Bien entendu, certains restaient sceptiques. Mais qui s’en souciait ? La principale leçon des années 1990 fut que la leçon de l’histoire ne comptait pas. Que les experts n’y connaissaient rien. Que seul le peuple comprenait le pouvoir de l’Internet. Il le comprenait instinctivement, et douter du prix élevé que les gens étaient prêts à payer pour leurs actions, c’était ni plus ni moins douter de la sagesse populaire elle-même. En outre, à en croire la chaîne CNBC, la fameuse Nouvelle Économie avait complètement échappé à l’attraction terrestre ! Plus encore, tout le monde – mais vraiment tout le monde – s’enthousiasmait pour l’Internet : le plus grand fabricant d’ordinateurs du monde, les créateurs de logiciels et les entreprises de télécommunications, le Président, le vice-président et le président de la Chambre des représentants, les directeurs successifs du Media Lab du MIT, les fondations et les think tanks de droite ainsi que la quasi-totalité des journalistes du pays. Toutes les grandes institutions américaines, à l’exception des militaires, se pâmaient littéralement devant cet instrument. On fit donc tout pour convaincre les Américains que l’Internet ressemblait fort, aussi bien par ses effets miraculeux que par ses capacités de rédemption, à un second avénement de la démocratie.

Bien sûr, tout cela s’est très mal terminé.

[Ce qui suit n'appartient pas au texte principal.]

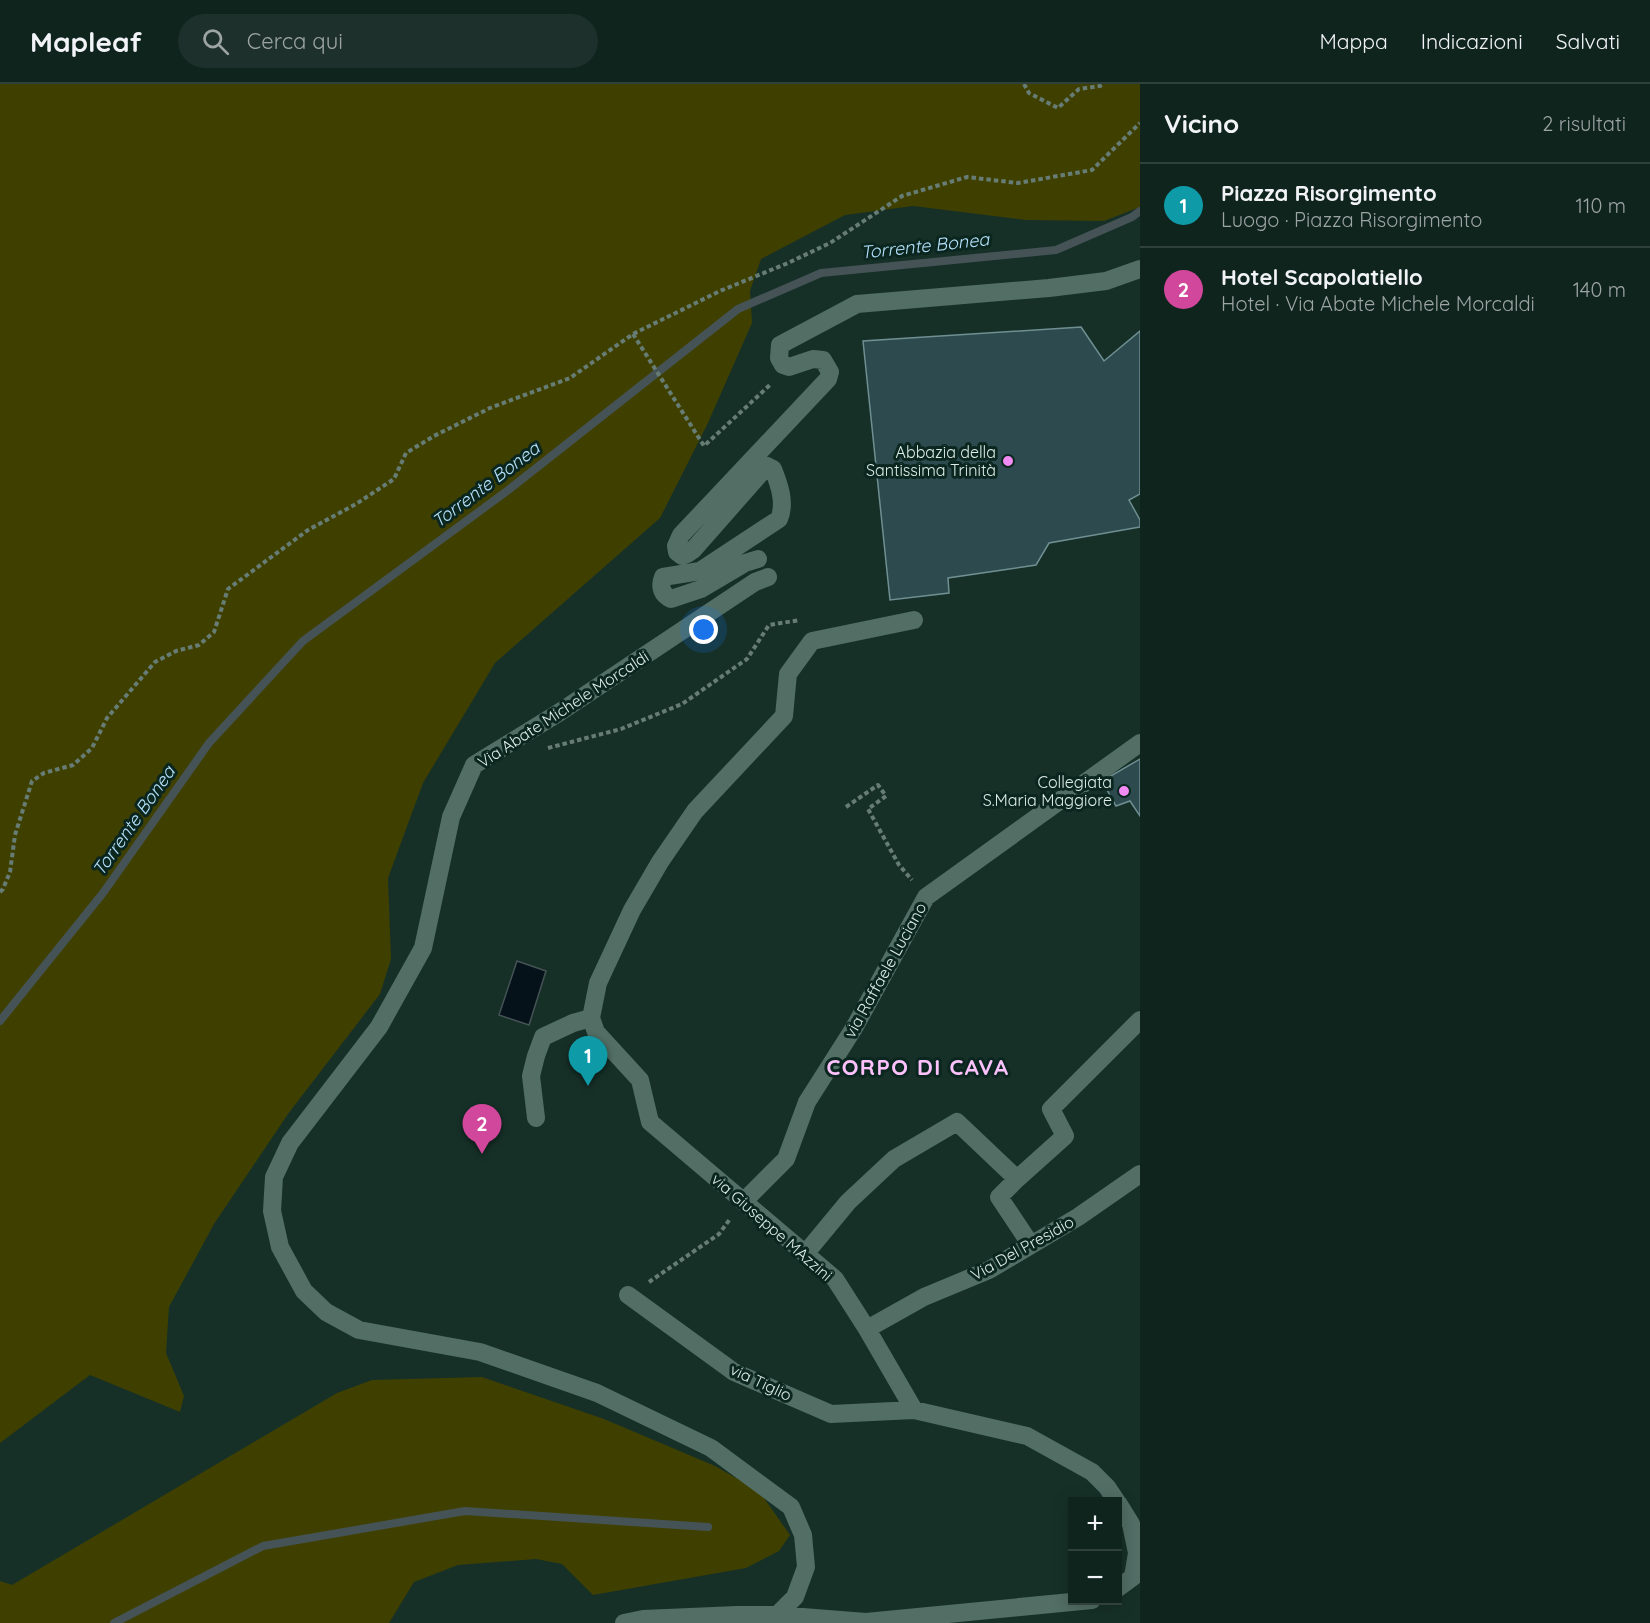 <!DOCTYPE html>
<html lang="it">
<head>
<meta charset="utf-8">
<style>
  body { margin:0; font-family:Quicksand,sans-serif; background:#1e302b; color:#f1f3f6 }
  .controls { position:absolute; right:18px; bottom:18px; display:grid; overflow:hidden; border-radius:0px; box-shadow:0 3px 15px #0003 }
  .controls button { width:54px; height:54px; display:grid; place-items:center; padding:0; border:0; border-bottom:2px solid #30413c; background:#10241e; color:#f1f3f6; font:30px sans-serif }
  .you { position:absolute; left:704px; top:546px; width:21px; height:21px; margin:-15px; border:4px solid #fff; border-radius:50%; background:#1a73e8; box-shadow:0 0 0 9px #1a73e833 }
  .badge { display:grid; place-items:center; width:39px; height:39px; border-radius:50%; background:#bca0f2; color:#fff; font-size:20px; font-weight:700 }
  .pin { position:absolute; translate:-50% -50px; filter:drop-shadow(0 2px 3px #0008) }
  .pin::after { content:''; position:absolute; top:32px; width:21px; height:18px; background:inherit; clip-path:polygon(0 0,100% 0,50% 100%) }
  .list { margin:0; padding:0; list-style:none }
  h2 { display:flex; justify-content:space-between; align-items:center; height:78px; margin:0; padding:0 24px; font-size:26px }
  h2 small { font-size:20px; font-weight:400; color:#9ca4a4 }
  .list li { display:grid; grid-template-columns:39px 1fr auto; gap:18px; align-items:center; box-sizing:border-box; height:84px; padding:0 24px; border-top:2px solid #30413c }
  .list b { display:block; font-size:22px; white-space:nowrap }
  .list p { margin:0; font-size:20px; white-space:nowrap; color:#9ca4a4 }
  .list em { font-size:20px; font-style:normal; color:#9ca4a4 }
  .icon { flex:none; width:33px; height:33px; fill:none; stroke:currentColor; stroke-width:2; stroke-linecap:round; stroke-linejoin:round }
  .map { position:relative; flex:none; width:1140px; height:1539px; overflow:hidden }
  header { display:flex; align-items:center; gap:36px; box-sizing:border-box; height:84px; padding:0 30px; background:#10241e; border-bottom:2px solid #30413c }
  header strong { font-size:28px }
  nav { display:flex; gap:33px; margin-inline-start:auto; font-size:21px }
  .search { width:420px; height:54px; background:#1e302b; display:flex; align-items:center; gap:15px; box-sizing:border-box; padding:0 21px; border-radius:33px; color:#9ca4a4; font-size:22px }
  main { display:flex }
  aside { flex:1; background:#10241e }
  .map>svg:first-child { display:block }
</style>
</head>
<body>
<header>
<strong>Mapleaf</strong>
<div class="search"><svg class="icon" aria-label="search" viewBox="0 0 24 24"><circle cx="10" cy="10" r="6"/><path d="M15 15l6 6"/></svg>Cerca qui</div>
<nav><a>Mappa</a><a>Indicazioni</a><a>Salvati</a></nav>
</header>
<main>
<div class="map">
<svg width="1140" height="1539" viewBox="0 0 1140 1539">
  <rect width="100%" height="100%" fill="#163028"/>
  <!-- green -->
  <path fill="#3f4000" d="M0,0H1140V123L1104,137L1026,136L913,122L845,131L761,175L750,207L752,239L707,341L660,434L495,579L423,699L388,794L391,875L380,910L288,1030L214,1140L169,1223L166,1269L184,1312L180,1328L90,1291L0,1359Z
    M482,1293L604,1335L715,1382L759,1407L790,1451L779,1467L746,1484L593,1511L562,1480L536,1475L458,1481L414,1498L389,1539H0V1497L12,1501L337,1309L372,1296Z"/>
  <!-- water -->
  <path fill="#051219" stroke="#465356" stroke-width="1.5" d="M517,877L546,887L529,941L499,931Z"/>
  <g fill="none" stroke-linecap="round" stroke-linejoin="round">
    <!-- stream -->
    <path stroke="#465356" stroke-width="8" d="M0,937L103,809L209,659L303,557L507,407L738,225L821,189L1056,166L1132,133L1140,127
      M114,1539L263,1462L465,1427L708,1443"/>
  </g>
  <!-- building -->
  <path fill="#2d4b4e" stroke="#6f8f92" stroke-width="1.5" d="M1081,243L1104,277L1140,247V410L1129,416L1140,436V443L1049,459L1036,481L948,494L949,509L890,516L863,257Z
    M1140,675V732L1130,717L1116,722L1102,697Z"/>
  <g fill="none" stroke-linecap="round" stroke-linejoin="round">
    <!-- path -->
    <path stroke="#667c74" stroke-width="4" stroke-dasharray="4.5 3" stroke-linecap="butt" d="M1024,0L1029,9L1058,24L1079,5L1100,2L1104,0
      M633,250L704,362L771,300
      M548,664L621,645L682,620L747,575L769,541L800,536
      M846,723L878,701L886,712L868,725L899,781L912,796
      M0,808L3,805L10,788L15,751L32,697L44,689L73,681L92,664L107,634L155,578L176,567L199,561L214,548L228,505L308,446L356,420L394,395L406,369L434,352L490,324L570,294L633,250L720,207L788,179L830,159L902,112L967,93L1018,99L1092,86L1140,39
      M649,1198L719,1150L730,1135"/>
    <!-- minor -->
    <path stroke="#526e65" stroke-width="18" d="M758,475L745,479L701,505L671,515C662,511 659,503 663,493L700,487L779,435C786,419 779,400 773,385L767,382L693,466L687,470L682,472L677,468L676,462L681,451L828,295L830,288L823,276L813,275L789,283L783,281L779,274L780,261L857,220L1049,204L1106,197L1140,185
      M591,934L598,899L632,826L660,778L695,727L784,632L788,590L812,557L914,536
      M591,934L596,948L640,996L650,1038L835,1195L867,1245L914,1326
      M536,1034L531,992L536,972L543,953L573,939L591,934
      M1017,1095L999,1113L1031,1161
      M743,1118L786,1075L807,1018L854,944L926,813L1140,659
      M805,1170L848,1118L894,1075L957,1038L1017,1095L1065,1052L1051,1025L1140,936
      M628,1211L734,1288L831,1330L914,1326L1027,1352L1092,1388L1107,1403L1117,1418
      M867,1245L924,1213L989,1186L1078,1133L1140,1090
      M1118,1419L1131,1440L1137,1469L1133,1493L1118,1504
      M777,1531L866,1538L1092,1516
      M624,1539L643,1535L737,1531H777L795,1513L806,1483L803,1451L791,1423L711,1364L597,1309L480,1268L359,1246L326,1228L304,1207L280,1163L272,1127L274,1093L290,1059L379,943L423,864L451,733L474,681L560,628L755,498L768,493"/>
  </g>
  <!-- markers -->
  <g fill="#f28af3" stroke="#0b261f" stroke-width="2">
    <circle cx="1008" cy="377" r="6"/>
    <circle cx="1124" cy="707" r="6"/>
  </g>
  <g text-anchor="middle" stroke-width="6" stroke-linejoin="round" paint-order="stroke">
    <!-- poi labels -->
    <g font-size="16" fill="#dcece6" stroke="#0b261f" text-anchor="end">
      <text x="996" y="374">Abbazia della<tspan x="996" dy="18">Santissima Trinità</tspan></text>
      <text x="1112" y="704">Collegiata<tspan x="1112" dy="18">S.Maria Maggiore</tspan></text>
    </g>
    <!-- street labels -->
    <g font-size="16" fill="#dcece6" stroke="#0b261f">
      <text transform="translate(563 625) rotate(-33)" y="6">Via Abate Michele Morcaldi</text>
      <text transform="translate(885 886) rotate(-61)" y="6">via Raffaele Luciano</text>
      <text transform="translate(772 1143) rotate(41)" y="6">via Giuseppe MAzzini</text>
      <text transform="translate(1022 1164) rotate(-29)" y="6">Via Del Presidio</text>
      <text transform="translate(761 1298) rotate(25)" y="6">via Tiglio</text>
    </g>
    <!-- water labels -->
    <g font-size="18" font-style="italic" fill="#b5e2fc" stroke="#0b261f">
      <text transform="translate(925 162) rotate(-6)" y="6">Torrente Bonea</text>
      <text transform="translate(486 401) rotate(-37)" y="6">Torrente Bonea</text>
      <text transform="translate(134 737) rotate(-55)" y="6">Torrente Bonea</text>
    </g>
    <!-- district labels -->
    <g font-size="22" font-weight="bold" letter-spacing="1.5" fill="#fdc2fc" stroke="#0b261f">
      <text x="918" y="991">CORPO DI CAVA</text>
    </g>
  </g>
</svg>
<div class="controls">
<button>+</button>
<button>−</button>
</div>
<div class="you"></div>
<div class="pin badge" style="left:588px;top:1002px;background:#0f9aa8">1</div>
<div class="pin badge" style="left:482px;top:1070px;background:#d1479c">2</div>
</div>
<aside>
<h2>Vicino<small>2 risultati</small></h2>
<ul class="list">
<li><span class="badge" style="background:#0f9aa8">1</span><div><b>Piazza Risorgimento</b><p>Luogo · Piazza Risorgimento</p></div><em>110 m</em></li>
<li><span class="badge" style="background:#d1479c">2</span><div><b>Hotel Scapolatiello</b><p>Hotel · Via Abate Michele Morcaldi</p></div><em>140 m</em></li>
</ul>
</aside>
</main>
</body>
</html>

Les petits investisseurs furent complètement lessivés alors que les pros sortirent milliardaires de ce naufrage. Manifestement, et contrairement à ce qu’avait pu prétendre James Cramer, l’Internet ne vous transformait pas en pro de la Bourse. Si vous aviez placé votre argent dans les actions phare de cette période, celles des entreprises qui étaient censées dicter les nouvelles règles, vous auriez aujourd’hui perdu 90 % de votre investissement.

La théorie managériale

Tournons-nous maintenant vers un autre aspect de la pensée entrepreneuriale : la théorie managériale. Ici aussi, où que l’on regardât à cette époque il n’était question que de rêves de libération. Cela s’appelait « révolution entrepreneuriale ». L’Amérique patronale voulait que nous sachions tous qu’elle avait changé ; qu’elle était devenue cool, elle aussi. Elle était devenue sensible. Elle était jeune, attentive. Elle avait appris à danser, à chanter. Les patrons ne portaient plus leurs vieux costumes à rayures et n’écoutaient plus les vieilles radios de papa. Au cours des décennies précédentes, le monde des affaires avait sans doute trop récompensé les prétentieux et les nantis, mais désormais tout était différent. Dans les années 1990, le monde des affaires servait la vérité, il était l’ami de l’humanité, le champion du tiers-monde, l’ennemi du mensonge et de l’arrogance. Le monde des affaires avait finalement déclaré la guerre à la classe dirigeante occidentale et à l’idée même de hiérarchie sociale.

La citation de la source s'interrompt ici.